Changes to HIPAA Privacy Rule Proposed by HHS - Find Out Who Has Accessed Your Health Records

On May 31, 2011 the Department of Health and Human Services Office for Civil Rights issued a notice of proposed rulemaking that would add substantial data privacy requirements to the HIPAA Privacy Rule. One of the requirements the HHS proposed pursuant to both the HITECH Act and its more general authority under HIPAA is for individuals to have the right to request from a covered entity (such as a health care provider or a health plan) a list of any individuals or entities that have accessed the individuals’ electronic health records. Currently, HIPAA and HHS regulations require covered entities to track access to health records, but they covered entities are not required to provide that information to patients. The proposed rule would give patients the right to request an “access report” which would document the identities of those who electronically viewed their protected health information. “This proposed rule represents an important step in our continued efforts to promote accountability across the health care system, ensuring that providers properly safeguard private health information,” said Georgina Verdugo, Director of the Office for Civil Rights. “We need to protect peoples’ rights so that they know how their health information has been used or disclosed.”

The right to an access report would apply only to health information that is maintained using an electronic system, as tracking access to paper records is not automated and would be unduly burdensome according to HHS. The proposed regulations would require covered entities to generate, upon request, an access report from access log data, which is collected by electronic record systems each time a user accesses protected health information. Access reports would detail the access by covered entities as well as business associates –entities that create, receive, maintain, or transmit certain health-related information on behalf of covered entities. The proposed rule requires covered entities and business to retain access logs for no less than three years so that an access reports can document access to the individual’s health information for the three years prior to the individual’s request for the report.

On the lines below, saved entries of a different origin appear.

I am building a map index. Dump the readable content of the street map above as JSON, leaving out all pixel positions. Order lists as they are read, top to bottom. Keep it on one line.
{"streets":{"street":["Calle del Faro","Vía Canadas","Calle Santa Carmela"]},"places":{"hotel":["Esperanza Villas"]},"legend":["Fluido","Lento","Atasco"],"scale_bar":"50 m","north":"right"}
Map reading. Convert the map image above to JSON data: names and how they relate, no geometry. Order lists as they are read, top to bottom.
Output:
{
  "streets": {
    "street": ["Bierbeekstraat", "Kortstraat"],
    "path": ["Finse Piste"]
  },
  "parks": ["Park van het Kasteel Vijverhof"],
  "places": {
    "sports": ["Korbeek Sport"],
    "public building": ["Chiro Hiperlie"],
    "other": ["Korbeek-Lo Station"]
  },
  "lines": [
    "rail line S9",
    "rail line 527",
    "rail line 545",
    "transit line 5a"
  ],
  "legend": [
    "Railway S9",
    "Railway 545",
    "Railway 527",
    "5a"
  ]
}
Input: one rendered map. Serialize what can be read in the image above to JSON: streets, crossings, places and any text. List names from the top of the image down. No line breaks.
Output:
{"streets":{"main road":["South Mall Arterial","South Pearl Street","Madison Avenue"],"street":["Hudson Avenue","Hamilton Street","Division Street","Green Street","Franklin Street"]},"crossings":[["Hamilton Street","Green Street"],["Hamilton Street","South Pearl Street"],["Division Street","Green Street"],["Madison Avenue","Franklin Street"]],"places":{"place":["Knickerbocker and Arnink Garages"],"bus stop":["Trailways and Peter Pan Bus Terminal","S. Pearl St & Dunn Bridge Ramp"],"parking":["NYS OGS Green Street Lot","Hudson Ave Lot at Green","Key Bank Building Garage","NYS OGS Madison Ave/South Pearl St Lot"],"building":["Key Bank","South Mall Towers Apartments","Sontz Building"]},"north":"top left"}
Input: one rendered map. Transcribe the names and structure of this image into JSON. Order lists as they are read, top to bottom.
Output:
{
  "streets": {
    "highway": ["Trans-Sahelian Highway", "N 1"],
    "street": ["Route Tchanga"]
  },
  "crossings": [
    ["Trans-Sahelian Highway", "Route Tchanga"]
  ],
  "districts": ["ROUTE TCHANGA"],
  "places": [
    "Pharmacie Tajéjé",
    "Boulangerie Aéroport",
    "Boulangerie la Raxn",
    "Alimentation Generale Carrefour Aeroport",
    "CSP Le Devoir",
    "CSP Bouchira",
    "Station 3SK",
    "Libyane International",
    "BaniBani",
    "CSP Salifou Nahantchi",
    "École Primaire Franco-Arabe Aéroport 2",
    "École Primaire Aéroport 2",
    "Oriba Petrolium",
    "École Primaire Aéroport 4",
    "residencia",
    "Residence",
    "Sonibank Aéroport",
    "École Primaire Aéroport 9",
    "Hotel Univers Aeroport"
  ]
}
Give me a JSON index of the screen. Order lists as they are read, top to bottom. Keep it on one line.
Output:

Covered entities and business associates are already required to comply with the HIPAA Security Rule, which obligates them to track access to protected health information. As such, HHS believes that the proposed rule will not be unduly burdensome. According to HHS, many electronic systems are already configured to log the activities that the proposed access reports would reference.

Under the proposed rule, access reports would include the date and time of access, and the name of the individual or entity accessing an individual’s health information. Additionally, if available, an access report would include a description of the information that was accessed and of the action taken by the user (e.g., whether they created, modified or deleted the information). Access reports also must include a statement informing individuals of their right to request access reports in their notices of privacy practices. Additionally, while individuals would be entitled to receive their first access report free of charge, the proposed rule would allow covered entities to charge reasonable, cost-based amounts for any subsequent reports requested within a 12-month period.

To minimize the volume of data in an access report, covered entities could give individuals the option to limit the coverage of the report by a specific date, time period, or person. For example, the individual requesting a report could elect to limit an access report to disclose only whether a particular family member accessed the individual’s health records within the last six months. Additionally, HHS is recommending – although not requiring in the proposed rule – that covered entities offer individuals the option to limit access reports to specific organizations. For example, if an individual does not wish to learn whether his or her health records were accessed by business associates, the covered entity would not need to obtain access logs from the relevant business associate to include in the access report the covered entity provides to the individual.

The proposed rule would require covered entities and business associates that implemented electronic record systems after January 1, 2009 to produce access reports beginning January 1, 2013. Entities that have implemented electronic record systems acquired on or before January 1, 2009 would be required to comply with the proposed rule beginning January 1, 2014. HHS has requested comments regarding a variety of issues the proposed rule has raised, and will receive comment submissions until August 1, 2011 (to submit a comment, click HERE ).

InfoLawGroup’s Nicole Friess and Boris Segalis collaborated on this blog post.